Porto Santo Stefano, Italy
Wednesday 14th July
The morning again promised another scorching day so we set off early. Our plan was to head west to the two towns of Pitigliano (1 hr) and Orvieto (2hr). These towns are well know for their Etruscan history and sights. The Etruscans are the pre-Roman civilisation that inhabited much of this region and date back to about 700 BC.
It was a most beautiful drive with rolling hills, fields of wheat, olive groves and vineyards and no trucks! I had read that Pitigliano ‘rises out of the cliffs’ but I don’t think anything can quite prepare you for the amazing vista as you approach this town. It is nothing short of spectacular. The town is built on sheer cliffs, made of the light and volcanic tuff stone, over looking the valleys below. The area has been inhabited since Etruscan time, some 700 years BC, and bears the remnants of ancient Etruscan caves and tombs carved into the brittle, tuff stone beneath the town. We wandered around for an hour or so and remarked on how ‘up market’ and sophisticated this area was compared to Porto Santo Stefano. There were many impressive tiny cafes, shops, gourmet food outlets and restaurants that we were missing in Porto Santo Stefano. This was a place that we would like to come back to and we wished that we had more time to explore here.

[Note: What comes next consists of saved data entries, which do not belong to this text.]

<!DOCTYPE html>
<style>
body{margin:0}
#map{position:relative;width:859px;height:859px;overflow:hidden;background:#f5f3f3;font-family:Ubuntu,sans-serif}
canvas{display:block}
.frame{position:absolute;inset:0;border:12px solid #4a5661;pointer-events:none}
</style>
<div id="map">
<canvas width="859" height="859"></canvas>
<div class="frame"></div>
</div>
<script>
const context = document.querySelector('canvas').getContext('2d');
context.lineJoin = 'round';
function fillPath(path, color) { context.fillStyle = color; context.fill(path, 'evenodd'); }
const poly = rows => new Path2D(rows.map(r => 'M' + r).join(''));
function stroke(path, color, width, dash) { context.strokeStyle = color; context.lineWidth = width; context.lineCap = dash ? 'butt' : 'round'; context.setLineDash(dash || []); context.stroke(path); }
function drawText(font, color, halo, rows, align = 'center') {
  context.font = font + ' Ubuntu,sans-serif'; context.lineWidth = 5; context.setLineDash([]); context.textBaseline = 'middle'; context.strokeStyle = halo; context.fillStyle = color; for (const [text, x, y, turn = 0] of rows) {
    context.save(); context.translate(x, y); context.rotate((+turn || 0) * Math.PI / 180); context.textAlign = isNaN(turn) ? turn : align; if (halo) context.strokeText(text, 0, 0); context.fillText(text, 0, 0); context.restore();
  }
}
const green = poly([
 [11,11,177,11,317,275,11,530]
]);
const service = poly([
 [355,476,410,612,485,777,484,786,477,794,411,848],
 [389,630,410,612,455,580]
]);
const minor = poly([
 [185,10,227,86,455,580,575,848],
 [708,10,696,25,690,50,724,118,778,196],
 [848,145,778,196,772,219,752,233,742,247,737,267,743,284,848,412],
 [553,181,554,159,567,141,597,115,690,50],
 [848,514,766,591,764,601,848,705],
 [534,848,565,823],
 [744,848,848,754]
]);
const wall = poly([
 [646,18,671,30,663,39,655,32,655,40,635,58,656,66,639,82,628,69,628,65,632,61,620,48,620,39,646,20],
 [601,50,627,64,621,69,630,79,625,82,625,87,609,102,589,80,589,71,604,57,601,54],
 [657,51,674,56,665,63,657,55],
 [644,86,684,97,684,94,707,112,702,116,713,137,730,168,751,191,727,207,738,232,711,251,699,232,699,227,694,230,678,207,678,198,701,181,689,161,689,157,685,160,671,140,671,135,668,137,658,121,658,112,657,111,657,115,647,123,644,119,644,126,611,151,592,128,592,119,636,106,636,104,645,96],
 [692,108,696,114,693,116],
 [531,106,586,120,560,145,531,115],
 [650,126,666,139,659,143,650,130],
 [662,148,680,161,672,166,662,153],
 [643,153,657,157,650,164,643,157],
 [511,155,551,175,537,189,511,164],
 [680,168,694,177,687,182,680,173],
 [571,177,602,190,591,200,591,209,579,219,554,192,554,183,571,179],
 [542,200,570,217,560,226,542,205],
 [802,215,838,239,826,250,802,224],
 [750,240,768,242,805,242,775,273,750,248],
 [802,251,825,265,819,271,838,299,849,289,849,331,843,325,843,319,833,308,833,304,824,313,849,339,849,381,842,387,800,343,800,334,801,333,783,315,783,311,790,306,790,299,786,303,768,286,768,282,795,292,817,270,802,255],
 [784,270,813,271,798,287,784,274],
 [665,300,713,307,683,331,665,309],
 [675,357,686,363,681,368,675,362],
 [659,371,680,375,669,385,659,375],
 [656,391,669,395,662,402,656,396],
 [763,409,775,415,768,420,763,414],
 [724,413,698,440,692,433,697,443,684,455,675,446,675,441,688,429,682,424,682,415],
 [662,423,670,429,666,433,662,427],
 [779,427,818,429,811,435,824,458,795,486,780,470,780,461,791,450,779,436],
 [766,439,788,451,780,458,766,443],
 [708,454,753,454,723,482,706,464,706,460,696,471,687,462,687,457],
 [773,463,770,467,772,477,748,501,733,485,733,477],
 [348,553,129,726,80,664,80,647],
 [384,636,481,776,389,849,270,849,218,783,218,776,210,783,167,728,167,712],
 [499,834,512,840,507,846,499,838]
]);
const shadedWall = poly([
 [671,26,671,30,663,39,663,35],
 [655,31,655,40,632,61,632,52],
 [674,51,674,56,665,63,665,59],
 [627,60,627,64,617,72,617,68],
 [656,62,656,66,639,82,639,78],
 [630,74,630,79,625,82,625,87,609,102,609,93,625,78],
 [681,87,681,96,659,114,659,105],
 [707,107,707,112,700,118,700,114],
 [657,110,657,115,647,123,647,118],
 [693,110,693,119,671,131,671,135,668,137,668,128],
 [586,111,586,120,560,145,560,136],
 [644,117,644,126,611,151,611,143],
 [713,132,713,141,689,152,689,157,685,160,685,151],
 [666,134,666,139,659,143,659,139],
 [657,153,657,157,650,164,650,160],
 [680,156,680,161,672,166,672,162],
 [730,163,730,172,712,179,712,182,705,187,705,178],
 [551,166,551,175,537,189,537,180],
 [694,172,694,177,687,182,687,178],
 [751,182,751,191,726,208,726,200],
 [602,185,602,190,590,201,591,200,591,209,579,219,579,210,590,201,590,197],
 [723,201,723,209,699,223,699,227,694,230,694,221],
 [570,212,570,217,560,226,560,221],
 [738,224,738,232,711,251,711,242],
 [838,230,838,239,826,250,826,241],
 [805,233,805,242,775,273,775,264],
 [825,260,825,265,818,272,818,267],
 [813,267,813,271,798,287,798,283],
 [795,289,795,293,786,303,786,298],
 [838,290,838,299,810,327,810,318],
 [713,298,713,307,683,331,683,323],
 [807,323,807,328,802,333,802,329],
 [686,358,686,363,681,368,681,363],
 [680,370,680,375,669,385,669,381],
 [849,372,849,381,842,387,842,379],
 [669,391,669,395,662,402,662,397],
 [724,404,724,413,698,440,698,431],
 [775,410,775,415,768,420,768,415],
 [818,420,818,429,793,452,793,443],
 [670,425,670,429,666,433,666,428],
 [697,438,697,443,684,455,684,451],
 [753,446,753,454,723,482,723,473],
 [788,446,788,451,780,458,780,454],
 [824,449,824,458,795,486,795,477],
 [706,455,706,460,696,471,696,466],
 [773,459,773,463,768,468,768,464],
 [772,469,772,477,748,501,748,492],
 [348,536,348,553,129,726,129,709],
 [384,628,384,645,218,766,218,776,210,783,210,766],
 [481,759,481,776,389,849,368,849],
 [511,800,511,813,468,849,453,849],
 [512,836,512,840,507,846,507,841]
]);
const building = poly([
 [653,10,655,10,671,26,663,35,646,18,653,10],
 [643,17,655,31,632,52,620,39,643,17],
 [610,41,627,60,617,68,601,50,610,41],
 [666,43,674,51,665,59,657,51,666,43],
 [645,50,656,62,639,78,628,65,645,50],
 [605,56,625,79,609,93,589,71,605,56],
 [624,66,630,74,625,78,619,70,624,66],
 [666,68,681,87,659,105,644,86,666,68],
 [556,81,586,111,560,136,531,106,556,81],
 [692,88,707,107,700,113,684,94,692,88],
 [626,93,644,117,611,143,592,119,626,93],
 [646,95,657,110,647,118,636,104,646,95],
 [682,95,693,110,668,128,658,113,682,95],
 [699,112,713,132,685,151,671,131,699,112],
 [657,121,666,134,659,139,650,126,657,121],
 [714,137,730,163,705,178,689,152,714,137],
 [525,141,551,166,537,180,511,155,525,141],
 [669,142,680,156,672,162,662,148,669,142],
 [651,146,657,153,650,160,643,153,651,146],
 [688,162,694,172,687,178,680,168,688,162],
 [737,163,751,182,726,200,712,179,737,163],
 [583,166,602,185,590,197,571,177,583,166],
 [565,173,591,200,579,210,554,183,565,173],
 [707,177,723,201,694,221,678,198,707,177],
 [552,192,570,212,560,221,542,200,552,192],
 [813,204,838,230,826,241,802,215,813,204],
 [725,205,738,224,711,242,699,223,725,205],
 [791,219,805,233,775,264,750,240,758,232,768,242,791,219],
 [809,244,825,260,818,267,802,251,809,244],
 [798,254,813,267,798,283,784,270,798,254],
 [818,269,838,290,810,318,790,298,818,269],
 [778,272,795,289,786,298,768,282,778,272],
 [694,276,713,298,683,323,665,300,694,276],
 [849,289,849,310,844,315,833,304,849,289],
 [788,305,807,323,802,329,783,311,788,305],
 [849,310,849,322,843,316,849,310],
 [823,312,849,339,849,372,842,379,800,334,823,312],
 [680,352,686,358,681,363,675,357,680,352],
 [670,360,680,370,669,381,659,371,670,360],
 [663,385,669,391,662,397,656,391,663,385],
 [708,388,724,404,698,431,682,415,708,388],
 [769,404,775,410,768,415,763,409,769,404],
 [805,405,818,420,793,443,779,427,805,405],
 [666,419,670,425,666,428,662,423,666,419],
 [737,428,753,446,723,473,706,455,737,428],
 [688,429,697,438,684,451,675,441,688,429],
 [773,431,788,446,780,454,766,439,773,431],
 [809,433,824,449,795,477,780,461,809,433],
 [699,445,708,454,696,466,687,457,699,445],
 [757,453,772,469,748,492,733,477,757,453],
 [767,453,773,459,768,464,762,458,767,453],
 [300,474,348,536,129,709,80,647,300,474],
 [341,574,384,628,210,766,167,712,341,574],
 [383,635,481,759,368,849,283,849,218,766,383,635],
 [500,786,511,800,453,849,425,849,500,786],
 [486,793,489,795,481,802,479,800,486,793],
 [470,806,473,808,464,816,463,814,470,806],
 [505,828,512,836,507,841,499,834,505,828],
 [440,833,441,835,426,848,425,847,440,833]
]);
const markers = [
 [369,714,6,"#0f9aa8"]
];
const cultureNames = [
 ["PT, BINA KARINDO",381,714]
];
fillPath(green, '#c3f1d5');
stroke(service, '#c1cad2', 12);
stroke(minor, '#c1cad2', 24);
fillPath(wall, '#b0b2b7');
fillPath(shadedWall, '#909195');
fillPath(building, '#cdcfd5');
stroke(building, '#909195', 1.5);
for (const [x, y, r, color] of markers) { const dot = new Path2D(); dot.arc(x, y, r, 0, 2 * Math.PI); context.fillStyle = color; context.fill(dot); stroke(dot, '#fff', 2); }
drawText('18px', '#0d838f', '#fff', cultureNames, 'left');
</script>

Our next stop was another hour away; Orvieto. It is also an elevated town, formed on Tuff, with a strong Etruscan history as well. We soon discovered that this was another sophisticated town that we wished we had more time for. We started by having a delicious lunch. Mark tried the Orvietto sausage which was very good. This made us wish that our BBQ was in a better state as we would have bought some to take back to the apartment to cook for dinner. BTW: The cost of our sumptuous meal came in at the same price as the ordinary fare we had at Porto Ercole two days earlier!
From lunch we headed up to the Cathedral. The façade of the Orvieto Cathedral is a much written about a strong rivalto that of the Siena Duomo. It was mesmerizing, to say the least. It was yeat another example for the Collingwood folk. They love their black and white marble across the whole of Tuscany! We then took a guided tour of the underground caves and saw remnants of Etruscan water wells, caves and tombs that were later used in the Middle Ages for the pressing of olive oil, storing wine and the breeding pigeons! Today, many of the caves fall under private ownership due to their placement below private properties and home.
The drive home took about 2 hours but was just as pretty, especially as we approached Porto Santo Stefano and saw the fishing harbour in the light of long shadows and fading sunlight. It had been a great day and we headed home for our last night here with local wine and a home cooked meal.
Mark mused later over dinner that Porto Santo Stefano reminded him of a ‘bad Bateman’s Bay’. I laughed but could see what he meant, although I thought it was a little bit harsh. The harbour and surrounds were very pretty. It was just that our apartment was so awful. This area was pitched as an ‘up market holiday area for the wealthy Italians’ but the local shops didn’t support this notion. The small towns today had much more style and class to them than this area though.
What were my musings? I couldn’t get my head around the fact that these guys were pegged to the elevated status of the Euro. Granted, they have olives, wine and a fair bit of history, but, that’s about it. It seems to me that Australia, and Australians, generally try so much harder but look at our Aussie dollar. It’s got me a little stumped.